David* awoke knowing that he needed to go to and pray over his fellow prisoner. But how? That man was crazy. The prison guards couldn’t even hold him down long enough to put clothes on him. All the other prisoners feared him. The prison guards were always jumpy around him.

David had already been in prison for several months with his wife and son. After coming to the Lord several years ago, he had matured in his faith. But he wanted to do more. Sure, the Middle East was a dangerous place in which to be a believer, but David felt a burden to share his faith more openly with the millions of lost souls around him. He just didn’t know how.

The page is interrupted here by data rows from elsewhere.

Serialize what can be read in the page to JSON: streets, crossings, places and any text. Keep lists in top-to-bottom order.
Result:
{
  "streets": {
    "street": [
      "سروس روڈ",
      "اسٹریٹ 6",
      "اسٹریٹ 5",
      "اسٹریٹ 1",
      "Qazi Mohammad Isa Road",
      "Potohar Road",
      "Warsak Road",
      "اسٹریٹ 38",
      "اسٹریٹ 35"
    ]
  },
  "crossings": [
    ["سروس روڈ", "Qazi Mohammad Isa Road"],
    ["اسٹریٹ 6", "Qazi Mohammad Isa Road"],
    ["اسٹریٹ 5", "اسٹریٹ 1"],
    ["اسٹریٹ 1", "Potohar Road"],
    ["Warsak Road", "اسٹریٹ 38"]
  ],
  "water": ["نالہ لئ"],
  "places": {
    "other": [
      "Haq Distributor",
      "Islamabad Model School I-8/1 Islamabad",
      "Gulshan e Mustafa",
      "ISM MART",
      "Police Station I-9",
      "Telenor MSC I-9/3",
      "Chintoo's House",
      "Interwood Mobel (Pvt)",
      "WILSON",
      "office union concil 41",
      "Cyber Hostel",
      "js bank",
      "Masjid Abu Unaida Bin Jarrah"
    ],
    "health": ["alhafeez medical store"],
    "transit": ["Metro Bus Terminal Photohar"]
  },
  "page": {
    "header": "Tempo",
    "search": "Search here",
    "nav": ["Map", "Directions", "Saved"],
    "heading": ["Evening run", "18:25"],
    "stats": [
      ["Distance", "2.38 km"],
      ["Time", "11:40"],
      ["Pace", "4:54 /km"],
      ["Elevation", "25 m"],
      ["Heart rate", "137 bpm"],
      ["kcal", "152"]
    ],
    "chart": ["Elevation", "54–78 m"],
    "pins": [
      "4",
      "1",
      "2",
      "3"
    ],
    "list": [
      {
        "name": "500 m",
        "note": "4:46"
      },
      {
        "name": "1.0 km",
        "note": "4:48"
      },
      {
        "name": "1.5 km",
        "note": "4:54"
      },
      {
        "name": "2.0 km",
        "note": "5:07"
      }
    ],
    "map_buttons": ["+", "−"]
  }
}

By God’s providence, David met an African missionary who told him about Live School, a portable video curriculum that teaches local believers how to be missionaries, disciple-makers, and church planters. David immediately went through the Live School courses in a matter of months and graduated with a fire and passion to evangelize to anyone, anywhere.

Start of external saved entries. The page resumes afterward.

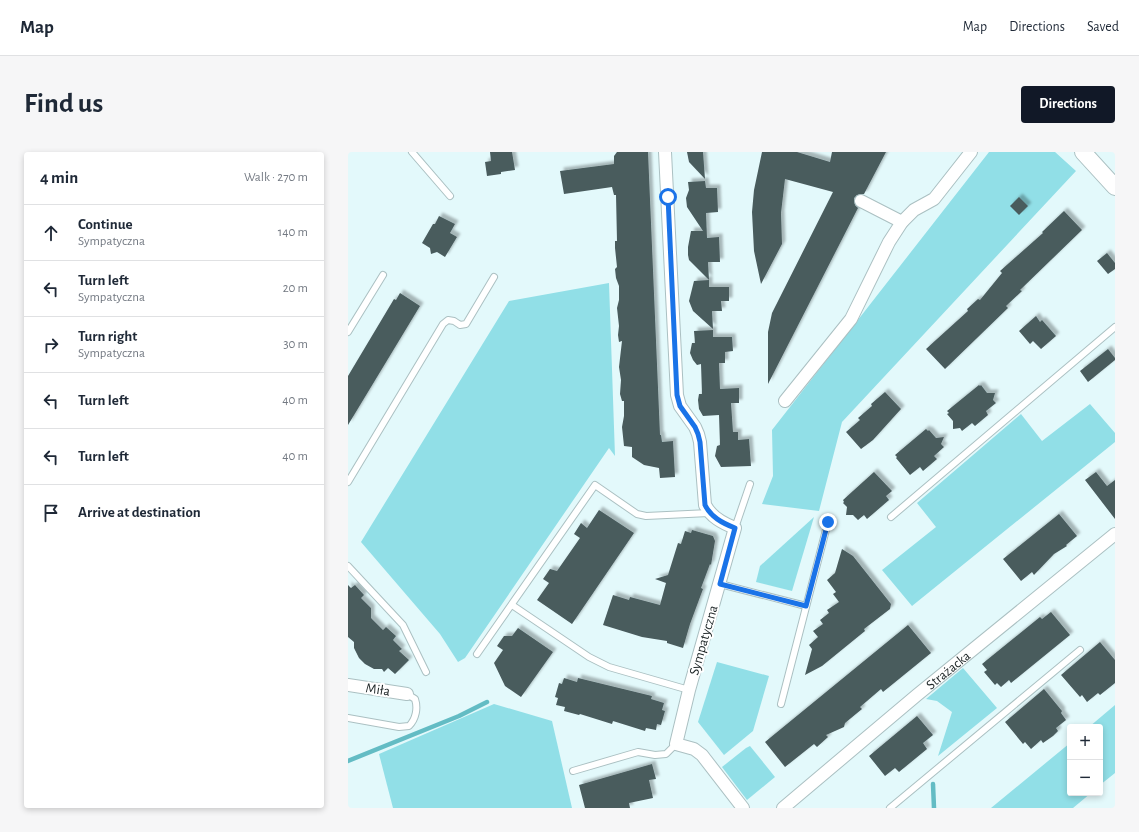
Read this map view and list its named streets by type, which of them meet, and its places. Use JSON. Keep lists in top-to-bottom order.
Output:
{
  "streets": {
    "street": ["Sympatyczna", "Strażacka", "Miła"]
  },
  "page": {
    "header": "Map",
    "nav": ["Map", "Directions", "Saved"],
    "buttons": "Directions",
    "title": "Find us",
    "heading": ["4 min", "Walk · 270 m"],
    "list": [
      ["Continue", "Sympatyczna", "140 m"],
      ["Turn left", "Sympatyczna", "20 m"],
      ["Turn right", "Sympatyczna", "30 m"],
      ["Turn left", "40 m"],
      ["Turn left", "40 m"],
      "Arrive at destination"
    ],
    "map_buttons": ["+", "−"]
  }
}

In fact, he now sat in prison because he had been such a compelling evangelist in this very closed country of the Middle East. But David didn’t really mind. After all, prison didn’t mean a halt on evangelism, it just meant having a new crowd to preach to, a crowd that couldn’t go anywhere else. In the last few months, David had already witnessed to many of his fellow prisoners, and most of them had come to accept Jesus as their Lord and Savior!

But now God was telling him to go pray over this one prisoner. This prisoner had never even eaten dinner with the rest of the prisoners. He couldn’t be controlled, he couldn’t be dressed, he only yelled and ran around naked in his cell. But God was telling him, “Go.”

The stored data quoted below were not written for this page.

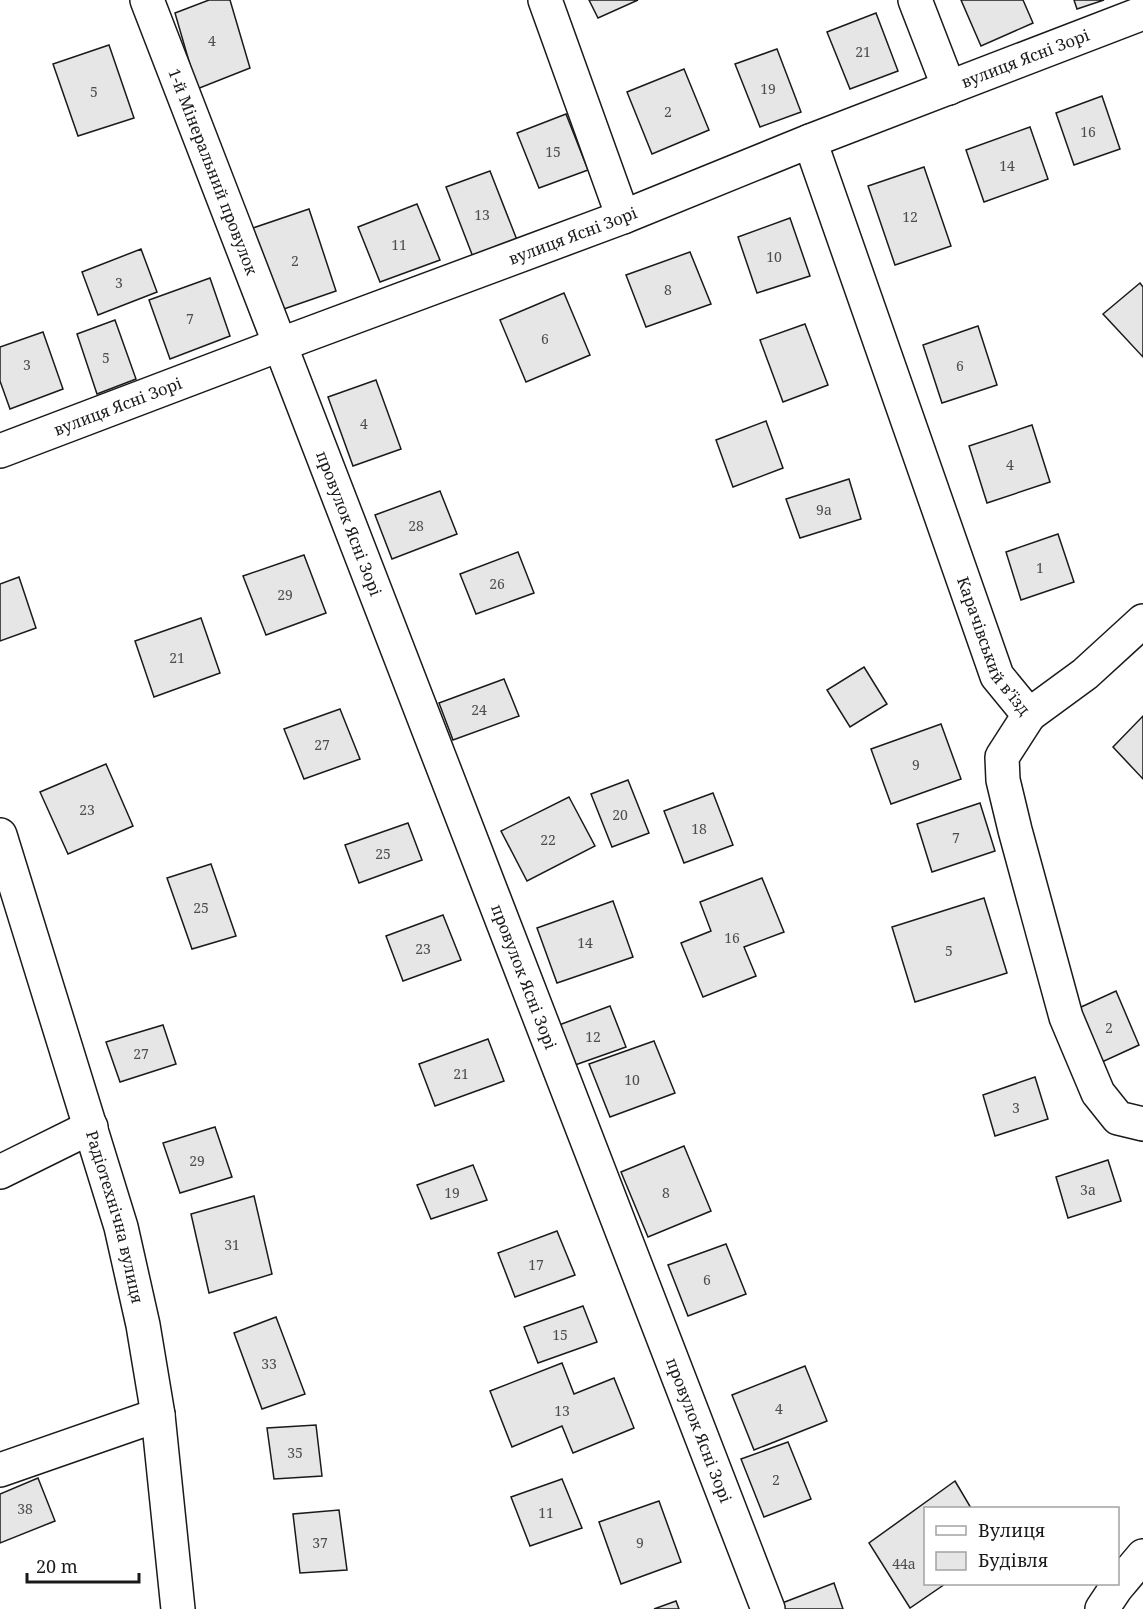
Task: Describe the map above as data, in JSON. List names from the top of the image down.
{
  "streets": {
    "street": [
      "вулиця Ясні Зорі",
      "1-й Мінеральний провулок",
      "провулок Ясні Зорі",
      "Карачівський в’їзд",
      "Радіотехнічна вулиця"
    ]
  },
  "crossings": [
    ["вулиця Ясні Зорі", "1-й Мінеральний провулок"],
    ["вулиця Ясні Зорі", "провулок Ясні Зорі"],
    ["вулиця Ясні Зорі", "Карачівський в’їзд"],
    ["1-й Мінеральний провулок", "провулок Ясні Зорі"]
  ],
  "house_numbers": [
    "4",
    "21",
    "19",
    "5",
    "2",
    "16",
    "15",
    "14",
    "13",
    "12",
    "11",
    "10",
    "2",
    "3",
    "8",
    "7",
    "6",
    "5",
    "3",
    "6",
    "4",
    "4",
    "9а",
    "28",
    "1",
    "26",
    "29",
    "21",
    "24",
    "27",
    "9",
    "23",
    "20",
    "18",
    "7",
    "22",
    "25",
    "25",
    "16",
    "14",
    "23",
    "5",
    "2",
    "12",
    "27",
    "21",
    "10",
    "3",
    "29",
    "3а",
    "19",
    "8",
    "31",
    "17",
    "6",
    "15",
    "33",
    "4",
    "13",
    "35",
    "2",
    "38",
    "11",
    "37",
    "9",
    "44а"
  ],
  "legend": ["Вулиця", "Будівля"],
  "scale_bar": "20 m"
}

So David left his cell and hesitantly approached the other man’s cell. Prison guards stood before the door to block the man from getting out or anyone from getting in.

“Excuse me, can I pray over the man in there?” David asked.

The guards smirked. “You really want to go in there?” they asked.

“Yes,” David replied, “I would like to pray for him.”

“Well, you can try,” one of the guards replied as he unlocked the door. David entered the cell and the door shut with a thud behind him.

Immediately, the other prisoner ran at him, pulling his hair, and then began running in circles around him, yelling at the top of his lungs, jumping on his cot then off of it again, never stopping for a moment. It was all David could do not to put his hands over his ears and run out the door. But he had to pray.

David somehow managed to grab the man’s hand. He then prayed as loudly as he could over the yells of the other prisoner.

“Amen!” David said at the end of his prayer.

And suddenly, as if he had run into a wall, the other prisoner halted. He stood perfectly still. He was quiet. He looked at David and then sat down on the bed. He looked down at himself and started as if for the first time he realized he was naked.

David knocked on the door and the prison guards entered the cell.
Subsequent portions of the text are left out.